Using inexpensive pantry staples—brown lentils, carrots, parsnips, and potatoes—this recipe stretches your grocery budget while still offering a satisfying, protein‑rich meal that fills the belly and the heart.
Because everything cooks together in a single pot, cleanup is minimal, making it perfect for busy weeknights or lazy weekends when you crave something nourishing and simple.
Instructions
Sauté aromatics
Heat olive oil in a large pot over medium heat. Add the chopped onion and sauté until translucent, about 4 minutes, then stir in minced garlic and cook an additional minute until fragrant. This builds a flavorful foundation for the soup.
Add vegetables & spices
Introduce diced carrots, parsnips, and potatoes to the pot, stirring to coat them with the aromatic base. Sprinkle in thyme, smoked paprika, salt, and pepper, letting the spices toast lightly for 2 minutes, which deepens their aroma and integrates flavors.
Add lentils & broth
Add the rinsed lentils followed by the vegetable broth, stirring to combine. Increase heat to bring the mixture to a rolling boil, then reduce to a gentle simmer. This ensures the lentils begin to soften evenly while absorbing the seasoned broth.
Simmer until tender
Cover the pot and let the soup simmer for 25‑30 minutes, stirring occasionally. Check the lentils for tenderness; they should be soft but retain shape. The vegetables will be fork‑tender, and the broth will have thickened slightly, creating a hearty texture.
Finish & serve
Remove the bay leaf, taste, and adjust seasoning with additional salt or pepper if needed. Ladle the soup into bowls, drizzle a tiny splash of olive oil, and sprinkle optional Parmesan or fresh parsley. Serve hot, accompanied by crusty bread if desired.
Expert Tips
Tip #1: Toast the spices
Toast the spices briefly before adding broth; this releases essential oils, intensifying the soup’s aroma without extra salt. It also adds a subtle depth that plain simmering can’t achieve, especially with smoked paprika.

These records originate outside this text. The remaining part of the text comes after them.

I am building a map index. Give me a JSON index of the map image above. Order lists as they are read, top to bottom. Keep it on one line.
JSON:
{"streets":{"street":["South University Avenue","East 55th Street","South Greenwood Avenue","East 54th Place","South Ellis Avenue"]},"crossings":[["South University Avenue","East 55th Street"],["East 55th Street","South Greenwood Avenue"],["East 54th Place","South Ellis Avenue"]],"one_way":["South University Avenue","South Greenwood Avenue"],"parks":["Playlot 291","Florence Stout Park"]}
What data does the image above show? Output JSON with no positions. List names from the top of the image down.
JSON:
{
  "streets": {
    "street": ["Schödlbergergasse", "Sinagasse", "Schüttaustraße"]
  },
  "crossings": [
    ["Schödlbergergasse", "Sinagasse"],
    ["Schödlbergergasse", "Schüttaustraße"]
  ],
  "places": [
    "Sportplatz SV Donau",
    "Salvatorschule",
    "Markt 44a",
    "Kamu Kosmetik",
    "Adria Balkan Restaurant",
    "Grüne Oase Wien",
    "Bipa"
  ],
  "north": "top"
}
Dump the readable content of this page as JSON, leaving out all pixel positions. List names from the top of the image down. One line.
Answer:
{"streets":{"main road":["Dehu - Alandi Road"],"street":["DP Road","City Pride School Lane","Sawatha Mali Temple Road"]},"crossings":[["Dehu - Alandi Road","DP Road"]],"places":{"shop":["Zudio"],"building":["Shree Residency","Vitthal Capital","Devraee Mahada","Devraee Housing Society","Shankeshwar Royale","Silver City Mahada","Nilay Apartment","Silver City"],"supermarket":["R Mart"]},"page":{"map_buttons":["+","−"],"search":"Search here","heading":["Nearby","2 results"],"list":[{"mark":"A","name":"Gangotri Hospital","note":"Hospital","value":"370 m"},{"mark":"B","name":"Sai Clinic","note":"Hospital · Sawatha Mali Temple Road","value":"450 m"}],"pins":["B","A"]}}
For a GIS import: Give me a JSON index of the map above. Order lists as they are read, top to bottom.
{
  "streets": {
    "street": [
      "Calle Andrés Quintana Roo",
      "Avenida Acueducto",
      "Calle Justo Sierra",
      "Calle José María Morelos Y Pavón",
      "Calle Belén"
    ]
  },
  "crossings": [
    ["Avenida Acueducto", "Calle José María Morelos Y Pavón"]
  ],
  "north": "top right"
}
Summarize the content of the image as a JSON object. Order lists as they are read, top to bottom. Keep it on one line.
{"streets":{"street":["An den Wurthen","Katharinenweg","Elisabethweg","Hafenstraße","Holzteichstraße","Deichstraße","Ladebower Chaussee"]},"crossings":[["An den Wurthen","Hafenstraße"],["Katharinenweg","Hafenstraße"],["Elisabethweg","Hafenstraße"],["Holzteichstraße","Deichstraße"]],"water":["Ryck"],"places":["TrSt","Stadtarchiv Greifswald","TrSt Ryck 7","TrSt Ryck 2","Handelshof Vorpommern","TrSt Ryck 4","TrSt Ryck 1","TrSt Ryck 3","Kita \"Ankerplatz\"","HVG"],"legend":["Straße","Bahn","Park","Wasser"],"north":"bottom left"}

Tip #2: Adjust consistency
If the soup becomes too thick, thin it with extra broth or water; conversely, blend a cup of cooked lentils for a creamier texture without dairy.
Tip #3: Prep ahead
Prepare the lentils and chopped vegetables the night before; storing them in the fridge saves prep time and allows flavors to meld, making weekday cooking faster.
Storage & Variations
Cool the soup to room temperature before transferring to airtight containers. Refrigerate for up to 4 days or freeze for 2 months. For a heartier version, add diced smoked sausage or a handful of kale in the final minutes. To make it vegan, omit Parmesan and stir in nutritional yeast as a cheesy substitute. Serve with a drizzle of extra‑virgin olive oil and crusty sourdough for extra texture.